Most of the increase in carbapenem resistance in Enterobacteriaceae in the United States and worldwide is attributed to the spread of carbapenemase genes. These genes can be transferred between bacteria, amplifying the spread of carbapenem resistance. Therefore, CP-CRE are targeted for intensive prevention efforts. CDC recommends a coordinated public health response to identification of even single cases of unusual carbapenemases, with assessment of infection control practices and assessment for potential transmission through colonization screening.
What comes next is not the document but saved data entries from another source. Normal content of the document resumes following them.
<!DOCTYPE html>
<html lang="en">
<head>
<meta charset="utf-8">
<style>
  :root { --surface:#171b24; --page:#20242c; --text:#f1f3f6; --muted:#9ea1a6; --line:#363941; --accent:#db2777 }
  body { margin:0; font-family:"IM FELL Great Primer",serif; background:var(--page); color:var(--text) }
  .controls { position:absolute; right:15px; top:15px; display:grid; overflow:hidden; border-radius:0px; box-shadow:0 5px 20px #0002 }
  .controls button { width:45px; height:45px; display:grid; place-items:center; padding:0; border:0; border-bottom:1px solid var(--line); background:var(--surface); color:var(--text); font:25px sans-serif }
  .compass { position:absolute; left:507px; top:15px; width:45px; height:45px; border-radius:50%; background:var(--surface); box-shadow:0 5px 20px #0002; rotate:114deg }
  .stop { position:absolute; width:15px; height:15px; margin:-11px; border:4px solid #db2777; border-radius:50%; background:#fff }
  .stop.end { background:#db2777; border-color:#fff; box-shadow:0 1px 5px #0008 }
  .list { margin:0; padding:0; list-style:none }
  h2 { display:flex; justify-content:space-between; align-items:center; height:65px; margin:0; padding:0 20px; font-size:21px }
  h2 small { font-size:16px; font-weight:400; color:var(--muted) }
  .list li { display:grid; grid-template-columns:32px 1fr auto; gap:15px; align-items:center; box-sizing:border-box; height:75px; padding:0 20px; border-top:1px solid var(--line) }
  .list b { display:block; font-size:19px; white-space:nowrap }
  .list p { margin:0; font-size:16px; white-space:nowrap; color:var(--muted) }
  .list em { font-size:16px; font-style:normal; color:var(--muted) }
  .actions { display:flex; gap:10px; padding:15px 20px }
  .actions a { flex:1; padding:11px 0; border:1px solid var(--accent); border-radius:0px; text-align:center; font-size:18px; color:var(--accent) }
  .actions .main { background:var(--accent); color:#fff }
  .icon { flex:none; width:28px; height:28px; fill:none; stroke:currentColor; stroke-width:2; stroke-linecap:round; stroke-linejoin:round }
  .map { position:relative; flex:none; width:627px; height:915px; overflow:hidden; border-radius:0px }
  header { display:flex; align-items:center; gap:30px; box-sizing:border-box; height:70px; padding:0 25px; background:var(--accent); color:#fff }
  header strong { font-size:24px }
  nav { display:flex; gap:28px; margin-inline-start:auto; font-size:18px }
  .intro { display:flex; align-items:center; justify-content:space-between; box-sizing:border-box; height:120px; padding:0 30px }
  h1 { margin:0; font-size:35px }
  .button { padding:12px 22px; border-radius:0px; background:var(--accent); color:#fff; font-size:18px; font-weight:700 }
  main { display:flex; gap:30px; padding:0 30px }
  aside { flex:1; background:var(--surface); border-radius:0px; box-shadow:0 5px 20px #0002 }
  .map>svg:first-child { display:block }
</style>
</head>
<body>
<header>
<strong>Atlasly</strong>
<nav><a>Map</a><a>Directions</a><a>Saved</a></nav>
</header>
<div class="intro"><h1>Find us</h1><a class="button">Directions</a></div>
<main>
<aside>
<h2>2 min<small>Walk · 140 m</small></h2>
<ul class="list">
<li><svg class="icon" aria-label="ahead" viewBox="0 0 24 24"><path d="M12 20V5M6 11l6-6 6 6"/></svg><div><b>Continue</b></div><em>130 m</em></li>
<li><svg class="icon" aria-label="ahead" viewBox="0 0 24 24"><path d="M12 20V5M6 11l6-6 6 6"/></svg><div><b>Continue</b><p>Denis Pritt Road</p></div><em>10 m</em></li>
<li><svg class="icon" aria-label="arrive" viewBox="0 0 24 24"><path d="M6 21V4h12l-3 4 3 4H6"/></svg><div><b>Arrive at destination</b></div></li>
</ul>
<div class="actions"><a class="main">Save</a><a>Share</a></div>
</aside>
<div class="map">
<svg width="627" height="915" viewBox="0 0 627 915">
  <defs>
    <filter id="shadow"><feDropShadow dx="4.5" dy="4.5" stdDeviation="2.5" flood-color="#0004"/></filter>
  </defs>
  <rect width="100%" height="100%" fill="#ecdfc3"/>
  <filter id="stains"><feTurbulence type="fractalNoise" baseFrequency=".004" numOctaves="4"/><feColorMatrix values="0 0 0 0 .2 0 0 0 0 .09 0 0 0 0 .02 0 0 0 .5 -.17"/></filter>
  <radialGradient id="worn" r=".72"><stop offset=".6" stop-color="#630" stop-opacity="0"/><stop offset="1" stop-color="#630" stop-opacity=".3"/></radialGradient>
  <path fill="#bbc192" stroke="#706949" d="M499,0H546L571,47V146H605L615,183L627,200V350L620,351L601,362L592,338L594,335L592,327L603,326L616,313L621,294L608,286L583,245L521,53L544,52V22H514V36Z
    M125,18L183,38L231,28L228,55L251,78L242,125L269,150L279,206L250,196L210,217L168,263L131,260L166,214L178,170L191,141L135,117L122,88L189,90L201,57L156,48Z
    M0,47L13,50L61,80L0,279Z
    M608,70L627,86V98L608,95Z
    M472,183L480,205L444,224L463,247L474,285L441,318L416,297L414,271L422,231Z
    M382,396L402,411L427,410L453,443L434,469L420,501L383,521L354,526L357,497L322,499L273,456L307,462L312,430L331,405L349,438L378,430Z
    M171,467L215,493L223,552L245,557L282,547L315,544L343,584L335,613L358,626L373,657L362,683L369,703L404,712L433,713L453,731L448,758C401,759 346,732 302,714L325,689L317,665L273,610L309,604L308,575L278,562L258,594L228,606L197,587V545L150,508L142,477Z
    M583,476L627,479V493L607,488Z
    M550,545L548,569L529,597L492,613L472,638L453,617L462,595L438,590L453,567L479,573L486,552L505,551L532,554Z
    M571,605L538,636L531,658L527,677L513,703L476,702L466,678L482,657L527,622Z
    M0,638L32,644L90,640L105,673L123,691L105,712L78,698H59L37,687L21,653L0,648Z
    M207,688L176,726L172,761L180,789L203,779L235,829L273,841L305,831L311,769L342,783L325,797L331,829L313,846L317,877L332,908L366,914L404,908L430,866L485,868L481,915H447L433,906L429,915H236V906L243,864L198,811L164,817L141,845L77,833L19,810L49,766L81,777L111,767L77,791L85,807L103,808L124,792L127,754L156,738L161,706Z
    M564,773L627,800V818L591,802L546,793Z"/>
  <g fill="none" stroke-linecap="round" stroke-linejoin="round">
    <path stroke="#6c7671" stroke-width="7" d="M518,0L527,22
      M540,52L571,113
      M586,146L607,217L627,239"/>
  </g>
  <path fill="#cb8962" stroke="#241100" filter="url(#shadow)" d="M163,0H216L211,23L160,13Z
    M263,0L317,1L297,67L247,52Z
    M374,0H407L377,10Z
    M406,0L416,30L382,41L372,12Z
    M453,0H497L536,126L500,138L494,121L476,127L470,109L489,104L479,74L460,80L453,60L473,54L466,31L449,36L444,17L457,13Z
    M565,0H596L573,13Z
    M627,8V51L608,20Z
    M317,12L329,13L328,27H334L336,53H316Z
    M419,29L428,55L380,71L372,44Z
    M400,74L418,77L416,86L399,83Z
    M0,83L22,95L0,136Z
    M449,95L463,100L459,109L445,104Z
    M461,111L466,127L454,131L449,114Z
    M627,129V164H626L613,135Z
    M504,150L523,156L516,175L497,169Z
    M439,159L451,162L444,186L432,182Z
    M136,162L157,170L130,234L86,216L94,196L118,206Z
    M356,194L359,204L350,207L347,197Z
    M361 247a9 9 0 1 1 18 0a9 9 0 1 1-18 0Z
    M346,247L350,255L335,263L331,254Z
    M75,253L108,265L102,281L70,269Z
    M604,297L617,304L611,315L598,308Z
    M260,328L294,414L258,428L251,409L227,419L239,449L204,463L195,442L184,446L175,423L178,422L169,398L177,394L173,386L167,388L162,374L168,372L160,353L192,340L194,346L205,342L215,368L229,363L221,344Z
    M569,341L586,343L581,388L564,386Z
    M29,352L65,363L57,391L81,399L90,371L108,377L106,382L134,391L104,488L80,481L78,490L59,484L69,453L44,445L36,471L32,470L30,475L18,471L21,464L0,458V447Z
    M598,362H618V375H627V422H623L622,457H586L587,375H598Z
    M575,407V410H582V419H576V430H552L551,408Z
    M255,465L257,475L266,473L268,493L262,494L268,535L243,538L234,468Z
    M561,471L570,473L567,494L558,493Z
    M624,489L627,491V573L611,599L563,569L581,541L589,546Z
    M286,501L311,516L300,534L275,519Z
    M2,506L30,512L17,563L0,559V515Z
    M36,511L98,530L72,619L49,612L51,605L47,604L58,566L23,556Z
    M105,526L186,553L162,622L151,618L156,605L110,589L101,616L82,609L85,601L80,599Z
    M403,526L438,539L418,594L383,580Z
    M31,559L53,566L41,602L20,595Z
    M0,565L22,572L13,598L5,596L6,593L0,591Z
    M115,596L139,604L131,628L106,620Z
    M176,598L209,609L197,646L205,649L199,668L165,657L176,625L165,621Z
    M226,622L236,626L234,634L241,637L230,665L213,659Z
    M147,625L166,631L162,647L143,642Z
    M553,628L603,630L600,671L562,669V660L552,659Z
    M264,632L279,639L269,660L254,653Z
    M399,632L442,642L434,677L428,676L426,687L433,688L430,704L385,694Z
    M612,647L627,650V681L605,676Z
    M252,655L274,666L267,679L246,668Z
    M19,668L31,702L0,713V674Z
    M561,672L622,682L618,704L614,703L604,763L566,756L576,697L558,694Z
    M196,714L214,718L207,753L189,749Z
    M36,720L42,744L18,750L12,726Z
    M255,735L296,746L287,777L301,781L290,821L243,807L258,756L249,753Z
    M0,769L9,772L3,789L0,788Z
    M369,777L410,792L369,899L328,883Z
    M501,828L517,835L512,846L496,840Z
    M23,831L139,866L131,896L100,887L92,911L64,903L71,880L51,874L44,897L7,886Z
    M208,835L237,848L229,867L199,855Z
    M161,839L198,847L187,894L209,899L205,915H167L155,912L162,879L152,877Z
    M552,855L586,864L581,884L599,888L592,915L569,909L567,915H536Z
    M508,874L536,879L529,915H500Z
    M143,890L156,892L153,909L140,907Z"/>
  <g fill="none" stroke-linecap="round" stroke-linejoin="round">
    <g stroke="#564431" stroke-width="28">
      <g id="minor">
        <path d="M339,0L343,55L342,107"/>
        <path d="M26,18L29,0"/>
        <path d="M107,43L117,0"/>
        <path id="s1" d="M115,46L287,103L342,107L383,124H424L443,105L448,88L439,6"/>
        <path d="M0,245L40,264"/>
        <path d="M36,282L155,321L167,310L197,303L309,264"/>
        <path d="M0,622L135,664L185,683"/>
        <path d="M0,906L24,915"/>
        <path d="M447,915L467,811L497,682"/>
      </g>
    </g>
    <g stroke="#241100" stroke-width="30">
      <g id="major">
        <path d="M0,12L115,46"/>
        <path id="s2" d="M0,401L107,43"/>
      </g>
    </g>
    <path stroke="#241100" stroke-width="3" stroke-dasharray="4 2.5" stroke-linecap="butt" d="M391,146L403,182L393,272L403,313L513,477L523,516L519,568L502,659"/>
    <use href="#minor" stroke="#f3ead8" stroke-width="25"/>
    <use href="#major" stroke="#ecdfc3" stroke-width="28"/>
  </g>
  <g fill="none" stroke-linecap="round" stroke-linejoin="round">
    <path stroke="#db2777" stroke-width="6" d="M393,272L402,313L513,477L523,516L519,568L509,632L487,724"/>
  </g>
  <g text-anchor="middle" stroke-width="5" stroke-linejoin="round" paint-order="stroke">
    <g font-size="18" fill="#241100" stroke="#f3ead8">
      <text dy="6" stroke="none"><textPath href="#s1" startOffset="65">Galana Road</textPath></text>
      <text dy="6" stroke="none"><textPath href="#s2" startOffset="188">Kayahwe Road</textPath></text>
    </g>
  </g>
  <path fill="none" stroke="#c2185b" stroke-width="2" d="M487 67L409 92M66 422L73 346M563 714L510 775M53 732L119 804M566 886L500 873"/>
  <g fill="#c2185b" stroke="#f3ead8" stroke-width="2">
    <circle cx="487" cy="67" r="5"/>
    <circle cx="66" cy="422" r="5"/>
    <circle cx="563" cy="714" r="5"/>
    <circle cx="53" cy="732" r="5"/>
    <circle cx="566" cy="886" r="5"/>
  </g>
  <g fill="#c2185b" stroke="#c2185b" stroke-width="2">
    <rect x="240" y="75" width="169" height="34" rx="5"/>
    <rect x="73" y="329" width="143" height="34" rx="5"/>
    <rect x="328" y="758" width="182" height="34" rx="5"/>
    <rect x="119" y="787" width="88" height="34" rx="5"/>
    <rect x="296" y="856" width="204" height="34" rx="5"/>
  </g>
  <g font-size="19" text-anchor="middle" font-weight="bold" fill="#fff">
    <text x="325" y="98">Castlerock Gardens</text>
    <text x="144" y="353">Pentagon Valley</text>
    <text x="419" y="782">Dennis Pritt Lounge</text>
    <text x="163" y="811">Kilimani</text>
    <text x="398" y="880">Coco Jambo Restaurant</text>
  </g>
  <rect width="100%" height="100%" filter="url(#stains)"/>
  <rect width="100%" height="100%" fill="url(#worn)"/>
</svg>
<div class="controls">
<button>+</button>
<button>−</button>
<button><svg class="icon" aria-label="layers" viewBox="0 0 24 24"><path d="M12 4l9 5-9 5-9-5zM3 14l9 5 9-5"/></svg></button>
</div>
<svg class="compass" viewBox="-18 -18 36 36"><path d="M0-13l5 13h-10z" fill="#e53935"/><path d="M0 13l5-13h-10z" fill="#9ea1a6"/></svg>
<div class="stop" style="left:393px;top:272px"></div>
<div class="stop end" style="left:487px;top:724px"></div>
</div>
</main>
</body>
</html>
Facility Guidance for Control of CRE
CRE Toolkit pdf icon[PDF – 1 page]

Because CP-CRE are spread through contact, meticulous adherence to core infection control practices prevents person to person transmission. This includes:

  • use of Contact Precautions for known CRE-infected or colonized individuals in acute care
  • Enhanced Barrier Precautions for CRE-infected or colonized individuals in post-acute care
  • adherence to hand hygiene and environmental cleaning and disinfection

For more information on facility-level prevention strategies, see the CRE toolkit and Information for Healthcare Facilities about CRE.

 

What are the recommendations to prevent the spread of CRE that don’t produce carbapenemases?

CRE that do not produce carbapenemases are generally still resistant to multiple antibiotics (i.e., multidrug-resistant organisms) and likely warrant use of targeted infection control interventions (e.g., Contact Precautions in acute care settings) in healthcare settings to limit transmission. However, more aggressive interventions like screening contacts for colonization are generally reserved for CP-CRE, which have greater potential for spread.